Schammasch – Hearts of No Light (Review)

Schammasch - Hearts of No LightSchammasch are a Black Metal band from Switzerland. This is their fourth album.

Was it really 2016 that the epic Triangle was released to an unsuspecting world? Apparently so. An incredibly strong release, it narrowly missed out on the top spot for my best albums of 2016 list. It was followed up in 2017 by the even more avant-garde EP The Maldoror Chants: Hermaphrodite, which provided a compelling dose of atmospheric material.

On Hearts of No Light Schammasch continue to develop their individual sound, drawing on the strengths from their past work, while infusing their newest with further avant-garde soundscapes and blackened experimentation. Across 67 minutes the band take the listener on a multifaceted journey into realms infernal.

Hearts of No Light contains music that spans a range of different moods, styles, and tastes, all of which is focused on spreading the band’s message. Nothing here is left to chance or included just for the sake of it; despite its length, there’s no filler, and everything has been carefully selected and put in its place with deliberate care and attention. There’s plenty of creative nuances on this release, and the songs are rich in ideas and form.

Around a cold heart of blackened darkness the band build bulwarks of progressive, experimental, and avant-garde immensity, towering over their domain with unassailable might. The end result is music that is imposing and grand, while still, somehow, retaining the ability to connect with the listener at a deeper level. Layered in depth and delivery, this is music that is raised up to a higher form of art than most bands of this ilk seem capable of.
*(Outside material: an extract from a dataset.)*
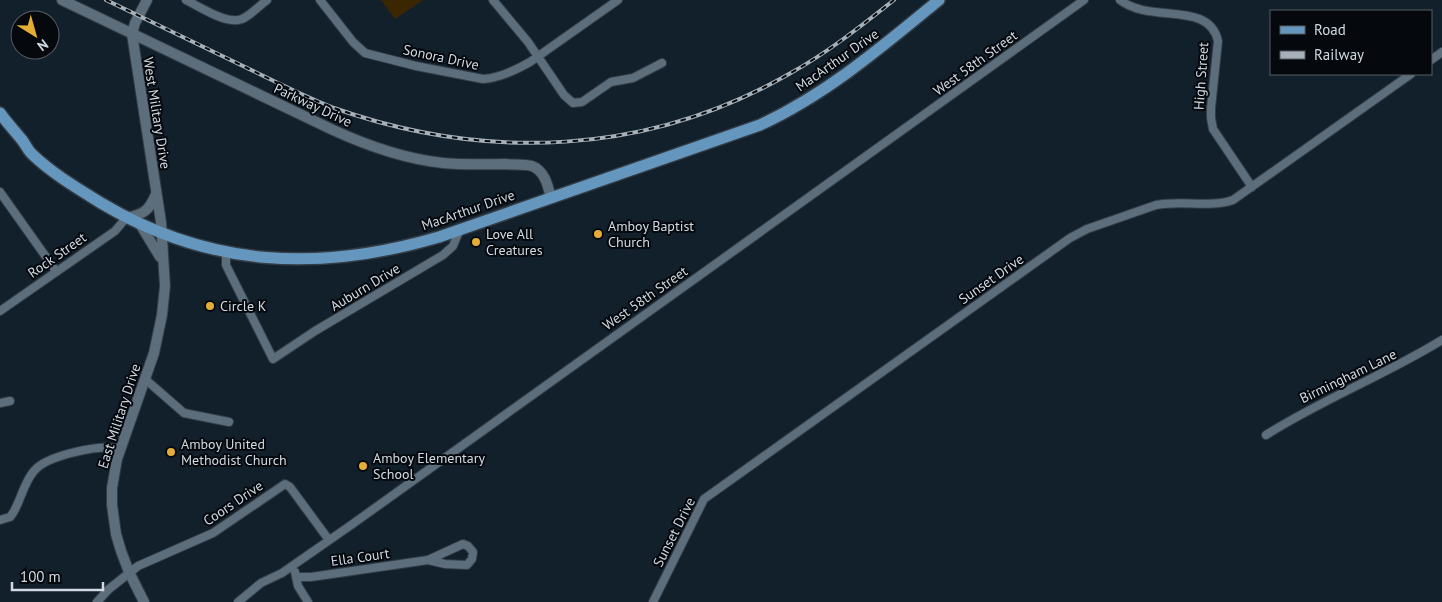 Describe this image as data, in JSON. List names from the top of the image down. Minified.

The music is very well-written, with a lot of thought having clearly gone into the flow and structuring of the album as a whole, as well as the individual tracks. Some of these exist purely as interludes or bridges from one to the next, whereas most of the others are entirely self-contained entities, (at least on first glance). Schammasch have tried a wealth of new things on this record too, and it covers a lot of ground. A Paradigm of Beauty even sports a rock influence that I certainly wasn’t expecting.

However, rather than detract from the whole or annoy, as such experimentation can sometimes do, here everything is realised so well that each track simply enhances those around it. The album is definitely greater than the sum of its parts, regardless of how strong each individual song is.

Schammasch continue to mould themselves into one of the most individual and impressive acts out there. Long may this continue.